> WHAT YOU ARE ASKED TO DO:
Your answer should hold exactly the lines from the one containing "Quick job: Summarize" through the end of the material, and no others.

Start of EXERCISE INPUTS

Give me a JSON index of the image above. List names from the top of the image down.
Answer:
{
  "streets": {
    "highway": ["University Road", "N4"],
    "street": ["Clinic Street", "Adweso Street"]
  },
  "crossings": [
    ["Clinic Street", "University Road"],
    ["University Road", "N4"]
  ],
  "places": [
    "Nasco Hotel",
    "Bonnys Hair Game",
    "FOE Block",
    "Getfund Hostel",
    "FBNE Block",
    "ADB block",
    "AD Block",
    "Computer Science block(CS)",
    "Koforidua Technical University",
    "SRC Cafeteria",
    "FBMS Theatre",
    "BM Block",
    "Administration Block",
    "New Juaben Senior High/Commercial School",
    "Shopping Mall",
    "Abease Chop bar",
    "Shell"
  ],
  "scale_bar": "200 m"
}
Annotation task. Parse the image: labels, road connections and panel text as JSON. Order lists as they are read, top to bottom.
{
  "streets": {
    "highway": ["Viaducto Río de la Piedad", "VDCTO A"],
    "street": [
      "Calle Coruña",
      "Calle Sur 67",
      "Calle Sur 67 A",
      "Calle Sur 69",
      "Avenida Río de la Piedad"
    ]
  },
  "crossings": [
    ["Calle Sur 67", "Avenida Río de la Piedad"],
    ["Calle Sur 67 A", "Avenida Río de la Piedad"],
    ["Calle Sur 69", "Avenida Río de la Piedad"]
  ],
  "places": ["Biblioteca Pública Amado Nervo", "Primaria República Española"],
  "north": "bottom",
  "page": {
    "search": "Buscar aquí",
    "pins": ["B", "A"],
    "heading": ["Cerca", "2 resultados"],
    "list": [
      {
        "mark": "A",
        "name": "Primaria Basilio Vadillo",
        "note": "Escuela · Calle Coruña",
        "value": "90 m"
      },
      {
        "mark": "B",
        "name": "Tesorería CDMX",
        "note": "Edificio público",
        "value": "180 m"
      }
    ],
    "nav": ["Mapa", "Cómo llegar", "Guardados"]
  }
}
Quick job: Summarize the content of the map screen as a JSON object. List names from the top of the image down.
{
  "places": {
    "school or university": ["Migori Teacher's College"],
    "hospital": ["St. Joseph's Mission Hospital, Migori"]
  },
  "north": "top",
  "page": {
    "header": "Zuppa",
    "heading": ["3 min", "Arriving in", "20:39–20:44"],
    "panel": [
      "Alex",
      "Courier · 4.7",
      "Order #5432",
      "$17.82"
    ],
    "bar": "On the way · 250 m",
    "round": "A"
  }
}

End of EXERCISE INPUTS

> SOLUTION BELOW:
Quick job: Summarize the content of the map screen as a JSON object. List names from the top of the image down.
{
  "places": {
    "school or university": ["Migori Teacher's College"],
    "hospital": ["St. Joseph's Mission Hospital, Migori"]
  },
  "north": "top",
  "page": {
    "header": "Zuppa",
    "heading": ["3 min", "Arriving in", "20:39–20:44"],
    "panel": [
      "Alex",
      "Courier · 4.7",
      "Order #5432",
      "$17.82"
    ],
    "bar": "On the way · 250 m",
    "round": "A"
  }
}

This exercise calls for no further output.